The Bogey of Overpopulation
The Socialist Party are optimists for the future of the planet. Unlike the Malthusian-influenced eco-dystopians predicting the extinction of humanity, we actually hold that society is capable of feeding and sheltering our growing global population and can keep all healthy and contented. Very obviously, we add one huge caveat which is that we require a world socialist system to achieve that goal. Otherwise, those catastrophists may turn out to be correct that our present civilisation could collapse with dire consequences such as climate-change refugees storming the gates of Fortress Europe, reminiscent of the Barbarian hordes of the past.
It takes socialists to explain that the deprivation and squalor that most working people experience is caused by the operations of the capitalist market system, not by population size and its carbon footprints. Regardless of the progress of technology and its ability to produce an abundance of social wealth using fewer resources, great numbers of people will always endure deprivation. Socialists suggest that the so-called overpopulation problem has been popularised to disguise the intrinsic failure of the capitalist exchange economy to provide a decent level of security and comfort to most of the world. Other than certain specific situations complicated by military conflict there has always been enough food to feed everyone, but billions have faced hunger because they didn’t possess the money to buy it.
It is worth recalling the actual experience of David Crawford, who was a member of Oxfam’s humanitarian support team and the senior humanitarian adviser in Africa’s Sahel region. Back in 2007 when interviewed by the BBC (tinyurl.com/3h6kaysu) he explained that the media widely perceived that food shortages were the cause of widespread hunger. Although this played a role at a local level, it wasn’t the main cause as he learned from experience in Niger which was still exporting food, and staple cereals were available in the markets. The problem, Crawford pointed out, was that the poorest couldn’t afford to buy it in the markets. Once people ran out of money they fell into debt and sold off their valuable livestock. For the poor, the main problem is access to food, not the availability of food.
But let’s not take Crawford’s word.
Robert Watson, a former chair of the Intergovernmental Panel on Climate Change explained ‘hunger is not a food production problem. It is an income problem.’
Robert Fox, formerly of Oxfam Canada: ‘there is no food shortage in the world. Food is simply priced out of the reach of the world’s poorest people.’
Ngozi Okonjo-Iweala, when World Bank Managing Director – ‘there is not a global food shortage — there is a price crisis’.
American Association for the Advancement of Science: ‘the problem is that many people are too poor to buy readily available food… Even though “hungry countries” have enough food for all their people right now, many are net exporters of food and other agricultural products.’

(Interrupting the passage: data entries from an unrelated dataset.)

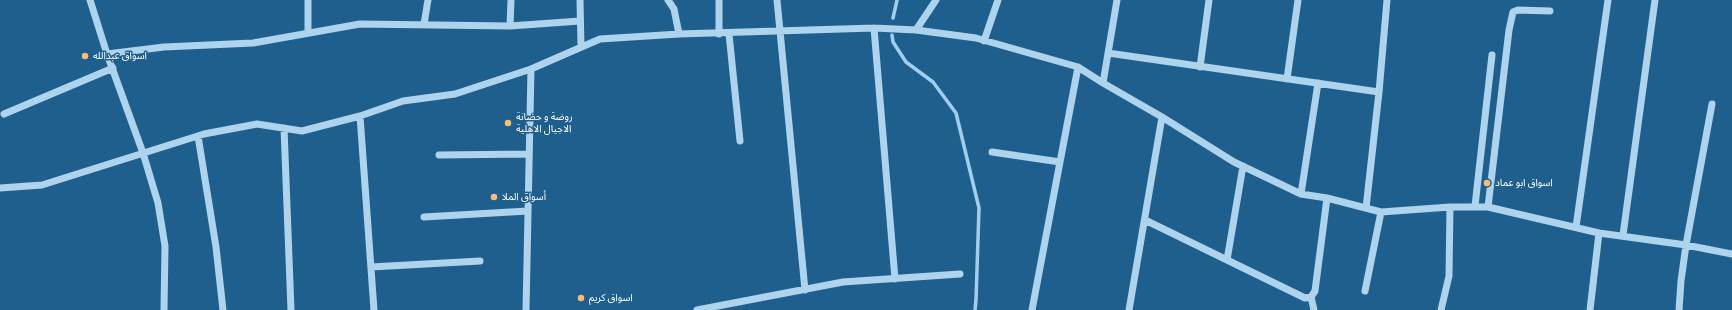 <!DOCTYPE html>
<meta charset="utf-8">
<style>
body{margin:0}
canvas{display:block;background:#1e5f8e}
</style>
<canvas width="1732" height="310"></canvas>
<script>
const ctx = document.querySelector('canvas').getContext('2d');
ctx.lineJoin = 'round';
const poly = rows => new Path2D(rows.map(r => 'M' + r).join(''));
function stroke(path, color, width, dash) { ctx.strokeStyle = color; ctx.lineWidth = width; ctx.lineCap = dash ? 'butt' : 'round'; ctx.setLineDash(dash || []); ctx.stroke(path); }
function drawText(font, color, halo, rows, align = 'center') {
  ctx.font = font + ' Signika,"Noto Sans Arabic",sans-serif'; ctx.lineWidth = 3; ctx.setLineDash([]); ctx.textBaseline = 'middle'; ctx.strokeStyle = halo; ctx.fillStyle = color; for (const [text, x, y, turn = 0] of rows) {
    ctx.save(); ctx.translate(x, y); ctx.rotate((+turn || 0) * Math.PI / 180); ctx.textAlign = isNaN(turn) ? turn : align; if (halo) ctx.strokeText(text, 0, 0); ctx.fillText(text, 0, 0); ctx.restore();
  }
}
const stream = poly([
 [893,18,897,0],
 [892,35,893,42,906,62,933,82,956,113,979,208,976,300,975,310]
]);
const minor = poly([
 [90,0,107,54,143,153,158,203,165,246,164,310],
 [580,0,581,46],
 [668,0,674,9,679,34],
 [777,0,805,290],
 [424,24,428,0],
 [510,26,511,0],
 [874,28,895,279],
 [916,30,936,0],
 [308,33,308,0],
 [719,34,719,0],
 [729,34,740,141],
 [984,41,998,0],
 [1108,53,1379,92],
 [107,54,164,47,253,43,360,24,510,26,580,21],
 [1200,67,1209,0],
 [1287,79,1298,0],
 [1103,83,1117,0],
 [4,114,113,68],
 [360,116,374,310],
 [284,128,291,310],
 [198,136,216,247,223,310],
 [992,152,1060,162],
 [439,155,529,154],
 [0,188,42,185,204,134,257,124,302,131,360,116,403,101,455,94,531,69,600,39,679,34,874,28,916,30,976,38,1078,67,1103,83,1162,117,1234,162,1301,194,1327,198,1381,212,1450,207,1488,207,1599,233,1686,245,1732,254],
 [1301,194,1318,83],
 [1475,206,1492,55],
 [1488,207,1509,30,1513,12,1518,10,1550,11],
 [1366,208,1379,92,1387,0],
 [424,217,528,211],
 [1145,220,1305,298,1311,297,1315,291,1327,198],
 [1576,227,1608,0],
 [1623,235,1655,0],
 [1227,260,1243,166],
 [371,267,480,261],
 [1365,291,1381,212],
 [1311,297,1314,310],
 [526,310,531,69],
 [697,310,843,282,960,274],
 [1032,310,1078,67],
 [1129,310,1162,117],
 [1441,310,1449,276,1450,207],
 [1590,310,1599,233],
 [1679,310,1681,281,1686,245,1712,104]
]);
const markers = [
 [85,56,4,"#fbbe6c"],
 [508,123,4,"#fbbe6c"],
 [1487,183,4,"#fbbe6c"],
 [494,197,4,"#fbbe6c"],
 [581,298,4,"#fbbe6c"]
];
const poiNames = [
 ["اسواق عبدالله",93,56],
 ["روضة و حضانة",516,117],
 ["الاجيال الاهلية",516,129],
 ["اسواق ابو عماد",1495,183],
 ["أسواق الملا",502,197],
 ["اسواق كريم",589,298]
];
stroke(stream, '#a0cfee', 3.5);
stroke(minor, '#add3ed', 7);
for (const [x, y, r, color] of markers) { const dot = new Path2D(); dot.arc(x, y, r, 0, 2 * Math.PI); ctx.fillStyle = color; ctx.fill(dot); stroke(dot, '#1e5f8e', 1.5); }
drawText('10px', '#fff', '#1e5f8e', poiNames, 'left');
</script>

The truth is out there about the effects of capitalism, but regardless of the facts on the ground, there are those involved who still do not recognise socialism as a viable solution and continue with their palliatives, over and over again, without ever learning the lessons of experience. If food shortages exist it is due to this economic system where production is primarily for private profit and despite desperate demand, the capitalists are unwilling to satisfy such demand unless the return is sufficiently rewarding. The ability to produce and distribute is not the issue. The Socialist Party’s case is that the necessary changes cannot and will not be permitted by capitalism.
We can only for now speculate, but even under the constraints of the profit system since 1948, according to the U.N. Food and Agriculture Organization and the U.S. Department of Agriculture, annual world food production has outpaced the increase in population.
The former director of the Agricultural Economic Institute at Oxford University, Colin Clark, has estimated that if the world’s farmers were to use the best methods of farming available, an American diet could be provided for 35.1 billion people.
Roger Revelle, former director of the Harvard Center for Population Studies, estimated that Africa, Asia and Latin America alone, simply by using water more efficiently, could feed 35 billion to 40 billion people.
While accepting the truism that we live on a finite planet and infinite growth is impossible, socialists propose a steady-state, zero-growth model of the economy for the future society and envisage an anti-consumerism trend to prevail with an expected drop in consumption levels following an initial phase of higher production to raise the impoverished to a decent standard of living. We say this sustainable future can come about because in a society of social equals there will be no need for conspicuous consumption and public ostentation to display superiority and social status. The conditions are now ripe for socialism, ie, production for use where all humanity cooperates in the common social interest. In a sane world fit for human beings the economic forces fostering malnutrition and under-nourishment disappear.